Several epidemiologic studies have indicated reduced risk of dementia among users of statins. We assessed the risk of hospitalization with dementia associated with use of statins in a population-based case-control study in 4 Northern Danish counties in the period 1991 to 2005. We identified 11,039 cases with dementia and 110,340 age- matched and sex-matched population controls using data from the National Patient Registry, the Danish Psychiatric Central Register, and the Civil Registration System. Prescriptions for statins filled before the admission for dementia were identified using population-based prescription databases. We used conditional logistic regression analysis to compute relative risk of hospitalization with dementia associated with use of statins using nonusers as reference group. We found an overall reduced risk of hospitalization with dementia among statin users (adjusted odds ratio: 0.67, 95% confidence intervals: 0.60-0.75).

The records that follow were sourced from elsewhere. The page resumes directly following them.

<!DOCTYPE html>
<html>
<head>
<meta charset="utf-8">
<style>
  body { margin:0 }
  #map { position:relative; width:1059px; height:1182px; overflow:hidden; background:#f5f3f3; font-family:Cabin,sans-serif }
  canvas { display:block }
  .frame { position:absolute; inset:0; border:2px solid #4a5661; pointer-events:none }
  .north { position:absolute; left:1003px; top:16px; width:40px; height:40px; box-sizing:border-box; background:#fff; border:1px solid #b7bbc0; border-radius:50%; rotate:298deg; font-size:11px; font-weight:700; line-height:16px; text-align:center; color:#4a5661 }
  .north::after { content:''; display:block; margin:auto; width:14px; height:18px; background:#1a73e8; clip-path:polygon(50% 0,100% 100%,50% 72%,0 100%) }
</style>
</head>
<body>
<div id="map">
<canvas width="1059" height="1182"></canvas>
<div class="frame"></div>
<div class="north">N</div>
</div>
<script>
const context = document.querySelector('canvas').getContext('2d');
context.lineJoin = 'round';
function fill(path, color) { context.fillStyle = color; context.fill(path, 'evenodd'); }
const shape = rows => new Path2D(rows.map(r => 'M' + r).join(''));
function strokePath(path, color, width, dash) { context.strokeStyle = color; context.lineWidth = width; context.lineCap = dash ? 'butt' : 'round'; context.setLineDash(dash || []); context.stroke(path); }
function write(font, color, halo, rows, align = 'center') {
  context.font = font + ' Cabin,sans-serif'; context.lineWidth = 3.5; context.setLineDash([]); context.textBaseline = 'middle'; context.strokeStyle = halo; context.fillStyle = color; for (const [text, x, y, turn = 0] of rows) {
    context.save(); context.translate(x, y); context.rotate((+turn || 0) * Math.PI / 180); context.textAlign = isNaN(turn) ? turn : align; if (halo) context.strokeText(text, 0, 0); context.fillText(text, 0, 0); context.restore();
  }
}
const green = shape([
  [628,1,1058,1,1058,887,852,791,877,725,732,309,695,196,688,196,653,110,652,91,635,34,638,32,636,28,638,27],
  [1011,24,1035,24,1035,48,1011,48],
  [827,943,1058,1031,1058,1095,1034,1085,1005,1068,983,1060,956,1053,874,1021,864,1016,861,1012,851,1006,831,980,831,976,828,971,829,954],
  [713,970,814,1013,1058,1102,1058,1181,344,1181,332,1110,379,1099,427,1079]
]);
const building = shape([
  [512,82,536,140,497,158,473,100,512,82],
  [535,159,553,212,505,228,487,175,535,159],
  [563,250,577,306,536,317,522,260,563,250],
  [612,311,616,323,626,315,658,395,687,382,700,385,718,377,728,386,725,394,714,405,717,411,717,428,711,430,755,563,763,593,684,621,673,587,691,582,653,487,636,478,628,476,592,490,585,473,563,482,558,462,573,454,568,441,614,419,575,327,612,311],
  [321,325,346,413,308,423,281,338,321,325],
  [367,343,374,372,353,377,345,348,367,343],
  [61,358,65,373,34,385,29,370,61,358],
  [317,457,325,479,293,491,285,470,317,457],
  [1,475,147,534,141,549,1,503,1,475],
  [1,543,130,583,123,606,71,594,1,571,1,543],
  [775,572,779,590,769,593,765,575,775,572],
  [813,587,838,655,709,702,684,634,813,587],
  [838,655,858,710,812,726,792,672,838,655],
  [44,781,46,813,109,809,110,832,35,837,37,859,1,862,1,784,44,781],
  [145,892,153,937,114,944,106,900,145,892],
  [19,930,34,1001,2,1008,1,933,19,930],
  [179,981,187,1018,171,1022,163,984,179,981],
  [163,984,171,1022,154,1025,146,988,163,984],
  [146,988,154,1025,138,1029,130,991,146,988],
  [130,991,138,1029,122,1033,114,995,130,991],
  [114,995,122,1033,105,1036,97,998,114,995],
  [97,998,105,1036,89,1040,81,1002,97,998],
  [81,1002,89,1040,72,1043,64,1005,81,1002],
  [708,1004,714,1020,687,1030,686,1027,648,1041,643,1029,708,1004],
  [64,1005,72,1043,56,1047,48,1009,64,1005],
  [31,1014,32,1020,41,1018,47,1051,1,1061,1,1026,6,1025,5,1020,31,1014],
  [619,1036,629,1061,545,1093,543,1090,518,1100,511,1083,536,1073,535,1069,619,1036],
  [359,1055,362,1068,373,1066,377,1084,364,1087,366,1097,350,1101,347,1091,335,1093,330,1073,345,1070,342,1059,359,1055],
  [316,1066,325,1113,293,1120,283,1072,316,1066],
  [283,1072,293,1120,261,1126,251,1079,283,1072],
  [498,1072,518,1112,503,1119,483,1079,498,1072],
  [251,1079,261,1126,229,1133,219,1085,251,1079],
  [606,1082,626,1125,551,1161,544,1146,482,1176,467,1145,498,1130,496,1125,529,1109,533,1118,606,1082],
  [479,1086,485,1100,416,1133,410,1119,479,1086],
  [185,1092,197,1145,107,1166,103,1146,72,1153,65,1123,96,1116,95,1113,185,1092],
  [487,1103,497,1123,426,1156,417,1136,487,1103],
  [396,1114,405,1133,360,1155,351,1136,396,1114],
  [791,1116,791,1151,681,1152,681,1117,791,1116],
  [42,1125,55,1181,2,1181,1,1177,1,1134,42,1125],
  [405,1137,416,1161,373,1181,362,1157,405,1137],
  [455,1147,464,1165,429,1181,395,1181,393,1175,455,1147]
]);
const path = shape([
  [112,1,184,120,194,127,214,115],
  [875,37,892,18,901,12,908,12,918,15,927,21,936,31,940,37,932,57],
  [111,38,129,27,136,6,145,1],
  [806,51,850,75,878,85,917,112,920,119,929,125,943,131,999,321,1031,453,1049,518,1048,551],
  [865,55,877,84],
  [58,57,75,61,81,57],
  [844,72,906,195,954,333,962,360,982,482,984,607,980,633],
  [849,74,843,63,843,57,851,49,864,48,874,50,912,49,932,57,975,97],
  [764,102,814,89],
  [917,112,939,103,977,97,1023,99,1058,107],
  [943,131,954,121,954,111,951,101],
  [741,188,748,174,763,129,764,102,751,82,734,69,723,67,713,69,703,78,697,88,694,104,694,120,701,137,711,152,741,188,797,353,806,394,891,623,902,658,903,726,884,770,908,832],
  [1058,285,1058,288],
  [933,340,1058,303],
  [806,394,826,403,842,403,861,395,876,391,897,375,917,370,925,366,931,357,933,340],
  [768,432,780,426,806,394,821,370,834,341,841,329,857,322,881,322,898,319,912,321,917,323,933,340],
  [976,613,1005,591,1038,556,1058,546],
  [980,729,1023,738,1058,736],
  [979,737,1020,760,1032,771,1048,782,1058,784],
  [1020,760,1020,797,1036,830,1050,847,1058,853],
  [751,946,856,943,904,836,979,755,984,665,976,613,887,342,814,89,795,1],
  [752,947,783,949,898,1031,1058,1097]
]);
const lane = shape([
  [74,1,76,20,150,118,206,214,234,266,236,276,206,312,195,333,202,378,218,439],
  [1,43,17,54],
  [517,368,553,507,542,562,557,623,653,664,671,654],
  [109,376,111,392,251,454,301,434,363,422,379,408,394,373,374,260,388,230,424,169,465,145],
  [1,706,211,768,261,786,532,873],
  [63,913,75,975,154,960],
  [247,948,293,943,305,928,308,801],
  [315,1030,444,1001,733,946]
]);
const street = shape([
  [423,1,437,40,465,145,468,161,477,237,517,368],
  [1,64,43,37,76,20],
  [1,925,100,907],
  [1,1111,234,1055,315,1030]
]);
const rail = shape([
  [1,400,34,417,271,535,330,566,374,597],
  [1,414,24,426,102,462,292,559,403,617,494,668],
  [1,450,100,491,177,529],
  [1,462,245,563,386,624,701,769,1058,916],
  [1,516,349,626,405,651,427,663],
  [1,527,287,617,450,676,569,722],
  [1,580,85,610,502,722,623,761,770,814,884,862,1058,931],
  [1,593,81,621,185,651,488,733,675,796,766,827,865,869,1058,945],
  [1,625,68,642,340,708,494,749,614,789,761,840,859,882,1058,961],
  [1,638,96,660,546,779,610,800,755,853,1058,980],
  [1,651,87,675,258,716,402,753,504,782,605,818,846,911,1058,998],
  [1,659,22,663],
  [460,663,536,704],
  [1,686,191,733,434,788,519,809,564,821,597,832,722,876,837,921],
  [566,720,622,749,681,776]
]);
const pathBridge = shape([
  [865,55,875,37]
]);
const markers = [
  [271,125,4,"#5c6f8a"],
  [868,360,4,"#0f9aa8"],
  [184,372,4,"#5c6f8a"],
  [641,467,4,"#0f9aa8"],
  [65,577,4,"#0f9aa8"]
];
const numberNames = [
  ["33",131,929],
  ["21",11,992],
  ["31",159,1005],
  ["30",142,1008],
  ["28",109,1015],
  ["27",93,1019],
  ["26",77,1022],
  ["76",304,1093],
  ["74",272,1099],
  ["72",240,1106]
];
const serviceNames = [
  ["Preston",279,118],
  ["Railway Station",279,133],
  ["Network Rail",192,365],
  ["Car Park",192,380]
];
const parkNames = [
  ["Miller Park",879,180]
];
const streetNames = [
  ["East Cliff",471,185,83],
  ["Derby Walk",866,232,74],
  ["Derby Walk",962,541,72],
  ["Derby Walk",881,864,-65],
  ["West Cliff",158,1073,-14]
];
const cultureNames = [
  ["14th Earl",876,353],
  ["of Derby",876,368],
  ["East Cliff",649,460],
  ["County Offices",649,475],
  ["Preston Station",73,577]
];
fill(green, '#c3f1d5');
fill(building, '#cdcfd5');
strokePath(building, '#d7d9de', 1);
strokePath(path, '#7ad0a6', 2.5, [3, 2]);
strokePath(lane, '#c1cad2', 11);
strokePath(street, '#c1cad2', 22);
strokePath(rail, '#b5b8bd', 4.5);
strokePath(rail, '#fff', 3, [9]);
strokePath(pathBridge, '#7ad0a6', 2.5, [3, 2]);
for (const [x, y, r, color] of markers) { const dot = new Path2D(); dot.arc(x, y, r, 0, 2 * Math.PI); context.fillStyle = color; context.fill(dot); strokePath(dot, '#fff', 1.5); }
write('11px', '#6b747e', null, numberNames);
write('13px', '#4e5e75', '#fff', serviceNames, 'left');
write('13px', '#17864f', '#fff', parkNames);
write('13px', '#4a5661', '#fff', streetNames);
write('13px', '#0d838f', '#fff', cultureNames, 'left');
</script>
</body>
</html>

The reduced risk associated with statin use remained robust in various subanalyses, however, we found no clear dose-response pattern between the number of filled prescriptions for statin and the risk of hospitalization with dementia. In conclusion, we found a reduced risk of hospitalization with dementia among users of statins, however, whether this association is causal remains to be clarified.